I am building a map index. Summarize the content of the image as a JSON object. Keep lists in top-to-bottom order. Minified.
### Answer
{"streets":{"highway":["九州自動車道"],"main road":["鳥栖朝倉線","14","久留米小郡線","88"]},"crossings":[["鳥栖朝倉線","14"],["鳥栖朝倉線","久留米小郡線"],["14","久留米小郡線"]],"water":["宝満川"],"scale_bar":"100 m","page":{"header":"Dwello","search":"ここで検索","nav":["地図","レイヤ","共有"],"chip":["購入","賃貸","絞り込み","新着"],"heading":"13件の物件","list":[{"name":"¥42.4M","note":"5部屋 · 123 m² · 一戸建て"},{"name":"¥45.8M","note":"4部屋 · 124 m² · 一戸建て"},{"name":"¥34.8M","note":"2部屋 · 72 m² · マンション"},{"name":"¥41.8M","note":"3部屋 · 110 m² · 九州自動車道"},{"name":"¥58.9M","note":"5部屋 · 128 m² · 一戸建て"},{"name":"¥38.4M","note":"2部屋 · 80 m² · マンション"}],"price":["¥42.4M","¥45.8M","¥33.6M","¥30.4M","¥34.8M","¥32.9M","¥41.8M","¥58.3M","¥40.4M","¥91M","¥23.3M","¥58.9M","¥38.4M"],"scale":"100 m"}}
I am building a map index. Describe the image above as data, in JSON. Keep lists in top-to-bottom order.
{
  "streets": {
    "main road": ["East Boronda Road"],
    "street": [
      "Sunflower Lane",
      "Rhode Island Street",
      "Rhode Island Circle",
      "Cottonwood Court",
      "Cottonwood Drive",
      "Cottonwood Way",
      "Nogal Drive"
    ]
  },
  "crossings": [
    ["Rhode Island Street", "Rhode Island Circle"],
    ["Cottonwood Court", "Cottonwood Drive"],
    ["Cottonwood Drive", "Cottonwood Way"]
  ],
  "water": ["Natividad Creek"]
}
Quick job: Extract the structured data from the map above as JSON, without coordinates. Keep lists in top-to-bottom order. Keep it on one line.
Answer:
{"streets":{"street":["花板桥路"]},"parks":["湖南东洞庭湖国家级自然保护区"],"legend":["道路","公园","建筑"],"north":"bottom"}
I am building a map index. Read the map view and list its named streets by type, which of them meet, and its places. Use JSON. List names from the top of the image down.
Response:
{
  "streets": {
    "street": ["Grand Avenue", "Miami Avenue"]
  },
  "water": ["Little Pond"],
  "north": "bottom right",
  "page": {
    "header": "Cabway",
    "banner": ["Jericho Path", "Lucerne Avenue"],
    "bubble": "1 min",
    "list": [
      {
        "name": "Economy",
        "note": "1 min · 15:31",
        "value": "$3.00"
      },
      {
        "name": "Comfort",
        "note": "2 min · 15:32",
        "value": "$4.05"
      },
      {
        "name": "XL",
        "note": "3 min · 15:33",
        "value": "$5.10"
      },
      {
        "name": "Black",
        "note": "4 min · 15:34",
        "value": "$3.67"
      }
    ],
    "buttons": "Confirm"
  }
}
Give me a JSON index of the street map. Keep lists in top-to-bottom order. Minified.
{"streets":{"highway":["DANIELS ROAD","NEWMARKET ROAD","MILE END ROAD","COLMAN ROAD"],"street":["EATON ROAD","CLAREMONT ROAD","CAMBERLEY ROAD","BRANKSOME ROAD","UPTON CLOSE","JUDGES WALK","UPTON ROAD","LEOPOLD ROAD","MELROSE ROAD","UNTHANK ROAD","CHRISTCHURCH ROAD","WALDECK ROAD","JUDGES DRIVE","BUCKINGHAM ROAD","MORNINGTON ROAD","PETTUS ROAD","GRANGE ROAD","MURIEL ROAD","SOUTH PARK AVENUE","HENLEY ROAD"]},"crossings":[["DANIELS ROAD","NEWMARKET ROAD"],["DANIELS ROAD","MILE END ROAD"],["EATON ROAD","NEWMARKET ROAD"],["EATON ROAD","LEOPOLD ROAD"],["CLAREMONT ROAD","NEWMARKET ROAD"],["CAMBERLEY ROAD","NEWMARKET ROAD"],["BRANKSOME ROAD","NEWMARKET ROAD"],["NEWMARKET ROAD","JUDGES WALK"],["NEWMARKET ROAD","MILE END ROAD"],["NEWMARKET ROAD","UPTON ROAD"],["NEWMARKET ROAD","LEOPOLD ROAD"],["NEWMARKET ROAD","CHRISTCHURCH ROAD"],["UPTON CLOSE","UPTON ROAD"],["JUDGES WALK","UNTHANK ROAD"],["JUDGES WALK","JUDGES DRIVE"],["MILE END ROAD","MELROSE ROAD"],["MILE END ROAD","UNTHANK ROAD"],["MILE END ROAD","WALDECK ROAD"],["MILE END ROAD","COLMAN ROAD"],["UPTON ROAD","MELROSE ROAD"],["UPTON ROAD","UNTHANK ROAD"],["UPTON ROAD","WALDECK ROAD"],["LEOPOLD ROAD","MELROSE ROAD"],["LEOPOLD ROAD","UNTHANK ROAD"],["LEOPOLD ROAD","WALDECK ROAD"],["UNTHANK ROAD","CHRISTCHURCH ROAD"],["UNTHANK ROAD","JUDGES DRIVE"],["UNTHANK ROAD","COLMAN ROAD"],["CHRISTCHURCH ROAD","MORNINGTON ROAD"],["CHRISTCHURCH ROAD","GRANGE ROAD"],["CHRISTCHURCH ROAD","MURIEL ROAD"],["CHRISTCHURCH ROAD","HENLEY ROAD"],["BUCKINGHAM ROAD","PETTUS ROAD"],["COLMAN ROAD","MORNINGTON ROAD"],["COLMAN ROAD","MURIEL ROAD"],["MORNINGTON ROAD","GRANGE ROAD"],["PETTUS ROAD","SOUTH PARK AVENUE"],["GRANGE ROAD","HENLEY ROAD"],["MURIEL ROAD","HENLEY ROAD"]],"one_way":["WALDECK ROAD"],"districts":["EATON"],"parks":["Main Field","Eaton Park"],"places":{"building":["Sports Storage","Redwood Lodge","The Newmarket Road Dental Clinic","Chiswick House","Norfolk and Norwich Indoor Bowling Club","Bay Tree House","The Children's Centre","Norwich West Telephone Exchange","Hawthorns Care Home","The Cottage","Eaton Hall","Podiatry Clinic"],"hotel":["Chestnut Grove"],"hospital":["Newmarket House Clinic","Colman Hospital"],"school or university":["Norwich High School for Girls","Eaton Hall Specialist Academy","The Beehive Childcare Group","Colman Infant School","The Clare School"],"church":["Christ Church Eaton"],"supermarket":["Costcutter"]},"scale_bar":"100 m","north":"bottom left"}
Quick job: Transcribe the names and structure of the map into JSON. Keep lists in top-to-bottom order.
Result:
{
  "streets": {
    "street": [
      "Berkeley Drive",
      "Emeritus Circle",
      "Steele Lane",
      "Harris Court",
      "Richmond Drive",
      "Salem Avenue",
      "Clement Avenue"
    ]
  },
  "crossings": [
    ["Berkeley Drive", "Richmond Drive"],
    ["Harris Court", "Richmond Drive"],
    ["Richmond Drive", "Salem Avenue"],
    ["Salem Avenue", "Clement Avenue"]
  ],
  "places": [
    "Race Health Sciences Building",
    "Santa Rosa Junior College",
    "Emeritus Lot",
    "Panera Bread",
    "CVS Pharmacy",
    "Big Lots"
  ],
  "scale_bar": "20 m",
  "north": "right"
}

────────────────

→ **Exercise objective**
Type out each entry above again, exactly.

→ **Solution to the problem**
I am building a map index. Summarize the content of the image as a JSON object. Keep lists in top-to-bottom order. Minified.
### Answer
{"streets":{"highway":["九州自動車道"],"main road":["鳥栖朝倉線","14","久留米小郡線","88"]},"crossings":[["鳥栖朝倉線","14"],["鳥栖朝倉線","久留米小郡線"],["14","久留米小郡線"]],"water":["宝満川"],"scale_bar":"100 m","page":{"header":"Dwello","search":"ここで検索","nav":["地図","レイヤ","共有"],"chip":["購入","賃貸","絞り込み","新着"],"heading":"13件の物件","list":[{"name":"¥42.4M","note":"5部屋 · 123 m² · 一戸建て"},{"name":"¥45.8M","note":"4部屋 · 124 m² · 一戸建て"},{"name":"¥34.8M","note":"2部屋 · 72 m² · マンション"},{"name":"¥41.8M","note":"3部屋 · 110 m² · 九州自動車道"},{"name":"¥58.9M","note":"5部屋 · 128 m² · 一戸建て"},{"name":"¥38.4M","note":"2部屋 · 80 m² · マンション"}],"price":["¥42.4M","¥45.8M","¥33.6M","¥30.4M","¥34.8M","¥32.9M","¥41.8M","¥58.3M","¥40.4M","¥91M","¥23.3M","¥58.9M","¥38.4M"],"scale":"100 m"}}
I am building a map index. Describe the image above as data, in JSON. Keep lists in top-to-bottom order.
{
  "streets": {
    "main road": ["East Boronda Road"],
    "street": [
      "Sunflower Lane",
      "Rhode Island Street",
      "Rhode Island Circle",
      "Cottonwood Court",
      "Cottonwood Drive",
      "Cottonwood Way",
      "Nogal Drive"
    ]
  },
  "crossings": [
    ["Rhode Island Street", "Rhode Island Circle"],
    ["Cottonwood Court", "Cottonwood Drive"],
    ["Cottonwood Drive", "Cottonwood Way"]
  ],
  "water": ["Natividad Creek"]
}
Quick job: Extract the structured data from the map above as JSON, without coordinates. Keep lists in top-to-bottom order. Keep it on one line.
Answer:
{"streets":{"street":["花板桥路"]},"parks":["湖南东洞庭湖国家级自然保护区"],"legend":["道路","公园","建筑"],"north":"bottom"}
I am building a map index. Read the map view and list its named streets by type, which of them meet, and its places. Use JSON. List names from the top of the image down.
Response:
{
  "streets": {
    "street": ["Grand Avenue", "Miami Avenue"]
  },
  "water": ["Little Pond"],
  "north": "bottom right",
  "page": {
    "header": "Cabway",
    "banner": ["Jericho Path", "Lucerne Avenue"],
    "bubble": "1 min",
    "list": [
      {
        "name": "Economy",
        "note": "1 min · 15:31",
        "value": "$3.00"
      },
      {
        "name": "Comfort",
        "note": "2 min · 15:32",
        "value": "$4.05"
      },
      {
        "name": "XL",
        "note": "3 min · 15:33",
        "value": "$5.10"
      },
      {
        "name": "Black",
        "note": "4 min · 15:34",
        "value": "$3.67"
      }
    ],
    "buttons": "Confirm"
  }
}
Give me a JSON index of the street map. Keep lists in top-to-bottom order. Minified.
{"streets":{"highway":["DANIELS ROAD","NEWMARKET ROAD","MILE END ROAD","COLMAN ROAD"],"street":["EATON ROAD","CLAREMONT ROAD","CAMBERLEY ROAD","BRANKSOME ROAD","UPTON CLOSE","JUDGES WALK","UPTON ROAD","LEOPOLD ROAD","MELROSE ROAD","UNTHANK ROAD","CHRISTCHURCH ROAD","WALDECK ROAD","JUDGES DRIVE","BUCKINGHAM ROAD","MORNINGTON ROAD","PETTUS ROAD","GRANGE ROAD","MURIEL ROAD","SOUTH PARK AVENUE","HENLEY ROAD"]},"crossings":[["DANIELS ROAD","NEWMARKET ROAD"],["DANIELS ROAD","MILE END ROAD"],["EATON ROAD","NEWMARKET ROAD"],["EATON ROAD","LEOPOLD ROAD"],["CLAREMONT ROAD","NEWMARKET ROAD"],["CAMBERLEY ROAD","NEWMARKET ROAD"],["BRANKSOME ROAD","NEWMARKET ROAD"],["NEWMARKET ROAD","JUDGES WALK"],["NEWMARKET ROAD","MILE END ROAD"],["NEWMARKET ROAD","UPTON ROAD"],["NEWMARKET ROAD","LEOPOLD ROAD"],["NEWMARKET ROAD","CHRISTCHURCH ROAD"],["UPTON CLOSE","UPTON ROAD"],["JUDGES WALK","UNTHANK ROAD"],["JUDGES WALK","JUDGES DRIVE"],["MILE END ROAD","MELROSE ROAD"],["MILE END ROAD","UNTHANK ROAD"],["MILE END ROAD","WALDECK ROAD"],["MILE END ROAD","COLMAN ROAD"],["UPTON ROAD","MELROSE ROAD"],["UPTON ROAD","UNTHANK ROAD"],["UPTON ROAD","WALDECK ROAD"],["LEOPOLD ROAD","MELROSE ROAD"],["LEOPOLD ROAD","UNTHANK ROAD"],["LEOPOLD ROAD","WALDECK ROAD"],["UNTHANK ROAD","CHRISTCHURCH ROAD"],["UNTHANK ROAD","JUDGES DRIVE"],["UNTHANK ROAD","COLMAN ROAD"],["CHRISTCHURCH ROAD","MORNINGTON ROAD"],["CHRISTCHURCH ROAD","GRANGE ROAD"],["CHRISTCHURCH ROAD","MURIEL ROAD"],["CHRISTCHURCH ROAD","HENLEY ROAD"],["BUCKINGHAM ROAD","PETTUS ROAD"],["COLMAN ROAD","MORNINGTON ROAD"],["COLMAN ROAD","MURIEL ROAD"],["MORNINGTON ROAD","GRANGE ROAD"],["PETTUS ROAD","SOUTH PARK AVENUE"],["GRANGE ROAD","HENLEY ROAD"],["MURIEL ROAD","HENLEY ROAD"]],"one_way":["WALDECK ROAD"],"districts":["EATON"],"parks":["Main Field","Eaton Park"],"places":{"building":["Sports Storage","Redwood Lodge","The Newmarket Road Dental Clinic","Chiswick House","Norfolk and Norwich Indoor Bowling Club","Bay Tree House","The Children's Centre","Norwich West Telephone Exchange","Hawthorns Care Home","The Cottage","Eaton Hall","Podiatry Clinic"],"hotel":["Chestnut Grove"],"hospital":["Newmarket House Clinic","Colman Hospital"],"school or university":["Norwich High School for Girls","Eaton Hall Specialist Academy","The Beehive Childcare Group","Colman Infant School","The Clare School"],"church":["Christ Church Eaton"],"supermarket":["Costcutter"]},"scale_bar":"100 m","north":"bottom left"}
Quick job: Transcribe the names and structure of the map into JSON. Keep lists in top-to-bottom order.
Result:
{
  "streets": {
    "street": [
      "Berkeley Drive",
      "Emeritus Circle",
      "Steele Lane",
      "Harris Court",
      "Richmond Drive",
      "Salem Avenue",
      "Clement Avenue"
    ]
  },
  "crossings": [
    ["Berkeley Drive", "Richmond Drive"],
    ["Harris Court", "Richmond Drive"],
    ["Richmond Drive", "Salem Avenue"],
    ["Salem Avenue", "Clement Avenue"]
  ],
  "places": [
    "Race Health Sciences Building",
    "Santa Rosa Junior College",
    "Emeritus Lot",
    "Panera Bread",
    "CVS Pharmacy",
    "Big Lots"
  ],
  "scale_bar": "20 m",
  "north": "right"
}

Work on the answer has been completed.